Erin K. Olson argued the cause and fled the brief for respondent.
Before Shorr, Presiding Judge, Mooney, Judge, and Pagán, Judge.
SHORR, P. J.
This appeal concerns a trial court's determination that appellant, an attorney, did not have a binding contingent fee agreement for his legal services in bringing a civil rights lawsuit for a minor child, Q. Berman appeals from a limited judgment and money award in favor of the conservator of Q. Berman asserts that the trial court erred in concluding that it could void the contingency agreement and calculate a different attorney fee. We affirm.
Berman entered into a contingent fee agreement with Duvall, Q's father, to represent Q in a federal civil rights claim against DHS, in response to abuse that Q suffered while in foster care. Berman filed the lawsuit in federal court, identifying the plaintiff as "Cory Duvall, on Behalf of Minor [Q]." Following a settlement conference before a federal magistrate judge, the parties reached a settlement agreement. Due to the large sum involved, the settlement was required to be approved by the state probate court. Q's paternal grandmother, Rohmer, was appointed by the court to serve as Q's conservator; Berman represented her.
Rohmer has since been replaced by a professional fiduciary.

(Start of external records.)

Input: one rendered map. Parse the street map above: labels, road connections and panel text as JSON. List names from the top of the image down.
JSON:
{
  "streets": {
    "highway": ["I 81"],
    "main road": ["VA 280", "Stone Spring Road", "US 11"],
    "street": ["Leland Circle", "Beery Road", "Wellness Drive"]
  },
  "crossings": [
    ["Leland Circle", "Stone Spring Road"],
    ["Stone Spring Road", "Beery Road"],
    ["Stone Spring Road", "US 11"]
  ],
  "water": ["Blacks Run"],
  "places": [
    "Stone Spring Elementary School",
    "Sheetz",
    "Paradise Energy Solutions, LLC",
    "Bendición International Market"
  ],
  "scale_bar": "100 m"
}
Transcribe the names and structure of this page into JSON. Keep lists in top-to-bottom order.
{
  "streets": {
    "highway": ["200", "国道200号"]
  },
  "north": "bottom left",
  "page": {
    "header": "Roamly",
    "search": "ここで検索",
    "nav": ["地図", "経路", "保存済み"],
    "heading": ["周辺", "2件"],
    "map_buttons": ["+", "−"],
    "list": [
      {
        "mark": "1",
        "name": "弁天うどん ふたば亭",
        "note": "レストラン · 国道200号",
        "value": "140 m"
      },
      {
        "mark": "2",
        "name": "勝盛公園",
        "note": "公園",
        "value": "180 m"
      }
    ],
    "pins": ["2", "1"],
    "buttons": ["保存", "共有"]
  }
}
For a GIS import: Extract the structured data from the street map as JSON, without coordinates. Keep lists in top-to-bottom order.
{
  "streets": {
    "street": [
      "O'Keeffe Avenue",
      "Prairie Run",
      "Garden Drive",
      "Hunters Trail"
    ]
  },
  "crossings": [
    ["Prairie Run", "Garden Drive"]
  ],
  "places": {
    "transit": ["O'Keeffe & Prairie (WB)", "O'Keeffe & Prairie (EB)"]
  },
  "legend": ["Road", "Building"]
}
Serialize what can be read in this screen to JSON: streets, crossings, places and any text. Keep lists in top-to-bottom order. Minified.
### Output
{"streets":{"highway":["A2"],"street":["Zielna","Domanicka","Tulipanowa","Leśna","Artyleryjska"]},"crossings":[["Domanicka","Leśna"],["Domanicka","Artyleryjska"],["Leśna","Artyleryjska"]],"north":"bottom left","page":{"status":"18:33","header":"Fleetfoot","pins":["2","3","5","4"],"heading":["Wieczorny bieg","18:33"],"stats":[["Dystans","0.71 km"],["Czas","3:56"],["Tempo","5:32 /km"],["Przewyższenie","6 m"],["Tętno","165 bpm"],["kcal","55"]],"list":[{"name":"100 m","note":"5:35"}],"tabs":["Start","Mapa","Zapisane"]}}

The settlement terms were initially approved by the probate court, including approving the contingent fee agreement and awarding Berman 40 percent of the settlement amount. Following issues relating to the structure of the settlement and the tax liability to Q, the details of which do not impact this appeal, Berman moved to withdraw as counsel for the conservator, the court granted his motion, and the conservator retained new counsel. On the advice of new counsel, the conservator moved to set aside the order approving the settlement to the extent that it approved the 40 percent contingent fee, and the probate court granted the motion.
Berman submitted a fee petition requesting the same 40 percent contingent fee and presented a time sheet. Following a hearing, the court found that the continent fee agreement signed by Duvall was not binding on Q or the conservator. The court further concluded that it had the authority to award a reasonable fee for the representation and awarded Berman $52,500 in attorney fees. At that point, Berman had already spent $70,876.79 of the fees previously awarded under the continent agreement. The court therefore ordered him to remit $18,376.79 to the conservator, and issued a limited judgment and money award to that effect.
We note that the probate court did not cite quantum meruit as the basis for the award, and Berman's fee petition did not explicitly request fees under such a theory; however, both parties argued in various briefing to the probate court that a fee could be awarded under that theory, and the court appears to have done so. See Schroeder v. Schaefer, 258 Or. 444, 466, 483 P.2d 818 (1971) (noting the applicability of quantum meruit to attorney-client fee situations to prevent unjust enrichment when the client "received skilled, valuable, and successful services for which they should pay a reasonable fee").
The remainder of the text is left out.